*Exercise requirements*
The answer is to be an exact copy of the lines below running from the line with "M1159,11l6,1v80h-18l4,-78h8z" down to the line with "M1165,561v85l-35,7 -12,-65 27,-6 -3,-17z", both ends included, and nothing more.

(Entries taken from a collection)

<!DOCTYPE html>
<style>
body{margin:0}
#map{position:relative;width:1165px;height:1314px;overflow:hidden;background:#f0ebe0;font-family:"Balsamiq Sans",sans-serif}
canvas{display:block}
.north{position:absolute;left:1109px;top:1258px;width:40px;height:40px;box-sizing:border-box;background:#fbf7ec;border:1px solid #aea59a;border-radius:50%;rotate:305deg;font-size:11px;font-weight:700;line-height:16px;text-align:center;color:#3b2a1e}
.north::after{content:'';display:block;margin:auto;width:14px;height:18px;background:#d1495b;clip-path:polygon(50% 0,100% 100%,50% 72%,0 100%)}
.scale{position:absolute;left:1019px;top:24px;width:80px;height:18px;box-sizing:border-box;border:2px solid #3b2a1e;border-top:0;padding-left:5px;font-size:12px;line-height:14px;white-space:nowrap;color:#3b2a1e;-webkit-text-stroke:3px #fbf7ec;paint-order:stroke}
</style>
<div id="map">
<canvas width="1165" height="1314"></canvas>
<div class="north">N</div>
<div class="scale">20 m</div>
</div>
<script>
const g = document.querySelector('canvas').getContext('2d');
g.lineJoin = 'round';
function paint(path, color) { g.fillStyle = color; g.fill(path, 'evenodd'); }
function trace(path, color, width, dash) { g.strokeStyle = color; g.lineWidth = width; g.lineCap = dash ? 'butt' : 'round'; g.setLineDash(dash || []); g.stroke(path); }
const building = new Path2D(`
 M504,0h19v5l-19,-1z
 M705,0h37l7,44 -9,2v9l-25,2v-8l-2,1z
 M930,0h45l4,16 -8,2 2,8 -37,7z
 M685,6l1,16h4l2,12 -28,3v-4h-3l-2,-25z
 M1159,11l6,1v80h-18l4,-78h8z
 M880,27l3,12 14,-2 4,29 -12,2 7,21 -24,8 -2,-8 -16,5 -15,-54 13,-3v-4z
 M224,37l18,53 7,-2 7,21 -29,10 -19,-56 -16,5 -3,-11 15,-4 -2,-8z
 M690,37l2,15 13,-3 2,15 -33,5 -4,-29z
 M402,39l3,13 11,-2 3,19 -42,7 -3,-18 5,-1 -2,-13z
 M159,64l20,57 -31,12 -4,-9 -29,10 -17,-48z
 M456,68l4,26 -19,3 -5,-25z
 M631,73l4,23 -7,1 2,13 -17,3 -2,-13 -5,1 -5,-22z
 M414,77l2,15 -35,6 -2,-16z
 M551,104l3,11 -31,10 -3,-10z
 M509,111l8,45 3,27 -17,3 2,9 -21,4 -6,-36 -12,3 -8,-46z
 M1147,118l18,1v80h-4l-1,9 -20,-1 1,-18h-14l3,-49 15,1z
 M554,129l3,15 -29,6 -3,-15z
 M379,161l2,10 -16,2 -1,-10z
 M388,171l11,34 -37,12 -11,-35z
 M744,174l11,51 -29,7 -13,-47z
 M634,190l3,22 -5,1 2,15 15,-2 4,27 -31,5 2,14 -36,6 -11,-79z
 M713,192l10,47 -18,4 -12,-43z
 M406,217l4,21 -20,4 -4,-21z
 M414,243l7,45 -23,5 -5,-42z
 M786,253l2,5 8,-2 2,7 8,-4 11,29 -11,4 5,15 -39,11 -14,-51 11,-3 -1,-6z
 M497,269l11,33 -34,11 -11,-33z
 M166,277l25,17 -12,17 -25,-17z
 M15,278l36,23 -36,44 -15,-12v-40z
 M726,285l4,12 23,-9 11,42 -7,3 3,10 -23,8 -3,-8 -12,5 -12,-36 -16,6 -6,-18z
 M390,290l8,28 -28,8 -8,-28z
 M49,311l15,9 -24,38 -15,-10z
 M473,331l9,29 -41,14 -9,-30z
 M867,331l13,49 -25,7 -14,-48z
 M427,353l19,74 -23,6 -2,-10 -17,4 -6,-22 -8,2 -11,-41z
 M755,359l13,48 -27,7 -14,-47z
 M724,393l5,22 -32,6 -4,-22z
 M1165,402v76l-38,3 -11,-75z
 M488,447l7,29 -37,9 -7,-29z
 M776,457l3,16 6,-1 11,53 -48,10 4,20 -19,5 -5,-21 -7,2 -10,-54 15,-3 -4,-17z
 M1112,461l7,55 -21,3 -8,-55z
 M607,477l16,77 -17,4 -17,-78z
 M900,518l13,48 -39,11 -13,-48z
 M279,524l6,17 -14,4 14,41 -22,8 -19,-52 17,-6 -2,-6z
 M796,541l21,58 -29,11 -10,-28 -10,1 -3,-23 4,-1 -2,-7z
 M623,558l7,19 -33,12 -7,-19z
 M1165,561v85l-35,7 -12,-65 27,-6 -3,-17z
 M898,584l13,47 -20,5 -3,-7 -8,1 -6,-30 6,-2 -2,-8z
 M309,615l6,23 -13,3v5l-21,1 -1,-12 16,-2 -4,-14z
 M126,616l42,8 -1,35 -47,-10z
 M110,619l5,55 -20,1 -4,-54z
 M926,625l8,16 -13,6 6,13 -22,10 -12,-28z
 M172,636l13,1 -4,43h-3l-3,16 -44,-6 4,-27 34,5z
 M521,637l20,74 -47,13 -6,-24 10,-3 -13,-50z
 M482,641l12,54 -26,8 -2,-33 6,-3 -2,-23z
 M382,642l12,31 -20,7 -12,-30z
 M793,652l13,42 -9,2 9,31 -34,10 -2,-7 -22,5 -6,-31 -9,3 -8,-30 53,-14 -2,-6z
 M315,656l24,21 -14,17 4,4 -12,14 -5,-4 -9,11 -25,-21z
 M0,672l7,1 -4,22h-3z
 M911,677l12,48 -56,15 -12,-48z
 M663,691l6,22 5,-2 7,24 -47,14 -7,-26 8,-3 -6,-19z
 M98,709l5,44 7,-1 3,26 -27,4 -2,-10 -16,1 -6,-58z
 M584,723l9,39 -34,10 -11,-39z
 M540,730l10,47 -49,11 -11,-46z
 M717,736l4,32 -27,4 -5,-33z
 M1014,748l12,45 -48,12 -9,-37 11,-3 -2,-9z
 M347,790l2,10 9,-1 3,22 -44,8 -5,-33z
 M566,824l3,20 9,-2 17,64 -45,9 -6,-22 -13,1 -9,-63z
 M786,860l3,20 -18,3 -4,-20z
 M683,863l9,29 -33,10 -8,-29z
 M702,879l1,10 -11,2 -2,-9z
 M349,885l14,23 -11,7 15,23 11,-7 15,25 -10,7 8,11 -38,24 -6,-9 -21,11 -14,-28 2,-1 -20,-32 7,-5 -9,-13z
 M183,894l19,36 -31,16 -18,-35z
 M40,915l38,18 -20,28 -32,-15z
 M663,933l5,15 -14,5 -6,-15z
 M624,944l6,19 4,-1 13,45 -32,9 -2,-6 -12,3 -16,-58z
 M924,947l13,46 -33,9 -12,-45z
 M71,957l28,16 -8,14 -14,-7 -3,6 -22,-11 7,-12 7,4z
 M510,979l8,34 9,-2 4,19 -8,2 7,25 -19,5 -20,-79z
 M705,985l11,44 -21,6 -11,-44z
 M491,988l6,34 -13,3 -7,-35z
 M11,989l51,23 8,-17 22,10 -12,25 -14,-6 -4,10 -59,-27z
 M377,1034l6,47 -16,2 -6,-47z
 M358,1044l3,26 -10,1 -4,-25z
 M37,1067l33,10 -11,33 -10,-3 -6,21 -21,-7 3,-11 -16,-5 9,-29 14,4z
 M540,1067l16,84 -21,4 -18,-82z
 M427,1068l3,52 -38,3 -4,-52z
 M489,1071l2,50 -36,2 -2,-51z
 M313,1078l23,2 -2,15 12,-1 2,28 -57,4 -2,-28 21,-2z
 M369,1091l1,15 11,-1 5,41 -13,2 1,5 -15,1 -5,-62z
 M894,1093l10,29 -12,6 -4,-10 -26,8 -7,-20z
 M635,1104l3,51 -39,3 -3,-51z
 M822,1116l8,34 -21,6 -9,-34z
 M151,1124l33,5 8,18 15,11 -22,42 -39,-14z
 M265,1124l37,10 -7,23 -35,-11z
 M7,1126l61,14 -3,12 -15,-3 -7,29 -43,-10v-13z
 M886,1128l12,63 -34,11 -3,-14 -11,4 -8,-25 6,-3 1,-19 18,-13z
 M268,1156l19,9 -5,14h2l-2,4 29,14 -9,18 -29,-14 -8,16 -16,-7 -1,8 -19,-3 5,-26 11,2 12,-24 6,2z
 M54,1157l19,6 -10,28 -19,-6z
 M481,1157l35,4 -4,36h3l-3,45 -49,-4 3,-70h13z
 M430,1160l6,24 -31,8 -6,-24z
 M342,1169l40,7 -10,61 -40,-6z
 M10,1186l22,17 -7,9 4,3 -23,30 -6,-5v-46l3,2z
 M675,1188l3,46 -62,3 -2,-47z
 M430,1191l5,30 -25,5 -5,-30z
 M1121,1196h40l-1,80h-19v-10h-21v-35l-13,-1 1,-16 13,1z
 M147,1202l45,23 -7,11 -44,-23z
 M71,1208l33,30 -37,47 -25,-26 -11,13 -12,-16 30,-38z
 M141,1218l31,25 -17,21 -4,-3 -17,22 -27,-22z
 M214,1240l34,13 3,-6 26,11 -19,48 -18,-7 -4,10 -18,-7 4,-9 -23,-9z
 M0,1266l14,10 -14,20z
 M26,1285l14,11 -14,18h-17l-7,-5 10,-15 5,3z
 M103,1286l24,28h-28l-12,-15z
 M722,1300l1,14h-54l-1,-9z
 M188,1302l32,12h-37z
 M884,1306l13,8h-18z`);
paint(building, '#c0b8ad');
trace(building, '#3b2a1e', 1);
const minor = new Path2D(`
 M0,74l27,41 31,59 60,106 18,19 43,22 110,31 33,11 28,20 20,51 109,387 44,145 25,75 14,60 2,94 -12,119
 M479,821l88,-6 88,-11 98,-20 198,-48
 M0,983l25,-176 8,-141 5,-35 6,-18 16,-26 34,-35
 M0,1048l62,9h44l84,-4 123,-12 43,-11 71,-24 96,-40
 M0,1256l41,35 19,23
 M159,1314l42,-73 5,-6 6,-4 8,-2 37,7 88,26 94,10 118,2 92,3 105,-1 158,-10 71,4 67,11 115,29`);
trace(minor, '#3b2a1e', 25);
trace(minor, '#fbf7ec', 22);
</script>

*Answer section*
 M1159,11l6,1v80h-18l4,-78h8z
 M880,27l3,12 14,-2 4,29 -12,2 7,21 -24,8 -2,-8 -16,5 -15,-54 13,-3v-4z
 M224,37l18,53 7,-2 7,21 -29,10 -19,-56 -16,5 -3,-11 15,-4 -2,-8z
 M690,37l2,15 13,-3 2,15 -33,5 -4,-29z
 M402,39l3,13 11,-2 3,19 -42,7 -3,-18 5,-1 -2,-13z
 M159,64l20,57 -31,12 -4,-9 -29,10 -17,-48z
 M456,68l4,26 -19,3 -5,-25z
 M631,73l4,23 -7,1 2,13 -17,3 -2,-13 -5,1 -5,-22z
 M414,77l2,15 -35,6 -2,-16z
 M551,104l3,11 -31,10 -3,-10z
 M509,111l8,45 3,27 -17,3 2,9 -21,4 -6,-36 -12,3 -8,-46z
 M1147,118l18,1v80h-4l-1,9 -20,-1 1,-18h-14l3,-49 15,1z
 M554,129l3,15 -29,6 -3,-15z
 M379,161l2,10 -16,2 -1,-10z
 M388,171l11,34 -37,12 -11,-35z
 M744,174l11,51 -29,7 -13,-47z
 M634,190l3,22 -5,1 2,15 15,-2 4,27 -31,5 2,14 -36,6 -11,-79z
 M713,192l10,47 -18,4 -12,-43z
 M406,217l4,21 -20,4 -4,-21z
 M414,243l7,45 -23,5 -5,-42z
 M786,253l2,5 8,-2 2,7 8,-4 11,29 -11,4 5,15 -39,11 -14,-51 11,-3 -1,-6z
 M497,269l11,33 -34,11 -11,-33z
 M166,277l25,17 -12,17 -25,-17z
 M15,278l36,23 -36,44 -15,-12v-40z
 M726,285l4,12 23,-9 11,42 -7,3 3,10 -23,8 -3,-8 -12,5 -12,-36 -16,6 -6,-18z
 M390,290l8,28 -28,8 -8,-28z
 M49,311l15,9 -24,38 -15,-10z
 M473,331l9,29 -41,14 -9,-30z
 M867,331l13,49 -25,7 -14,-48z
 M427,353l19,74 -23,6 -2,-10 -17,4 -6,-22 -8,2 -11,-41z
 M755,359l13,48 -27,7 -14,-47z
 M724,393l5,22 -32,6 -4,-22z
 M1165,402v76l-38,3 -11,-75z
 M488,447l7,29 -37,9 -7,-29z
 M776,457l3,16 6,-1 11,53 -48,10 4,20 -19,5 -5,-21 -7,2 -10,-54 15,-3 -4,-17z
 M1112,461l7,55 -21,3 -8,-55z
 M607,477l16,77 -17,4 -17,-78z
 M900,518l13,48 -39,11 -13,-48z
 M279,524l6,17 -14,4 14,41 -22,8 -19,-52 17,-6 -2,-6z
 M796,541l21,58 -29,11 -10,-28 -10,1 -3,-23 4,-1 -2,-7z
 M623,558l7,19 -33,12 -7,-19z
 M1165,561v85l-35,7 -12,-65 27,-6 -3,-17z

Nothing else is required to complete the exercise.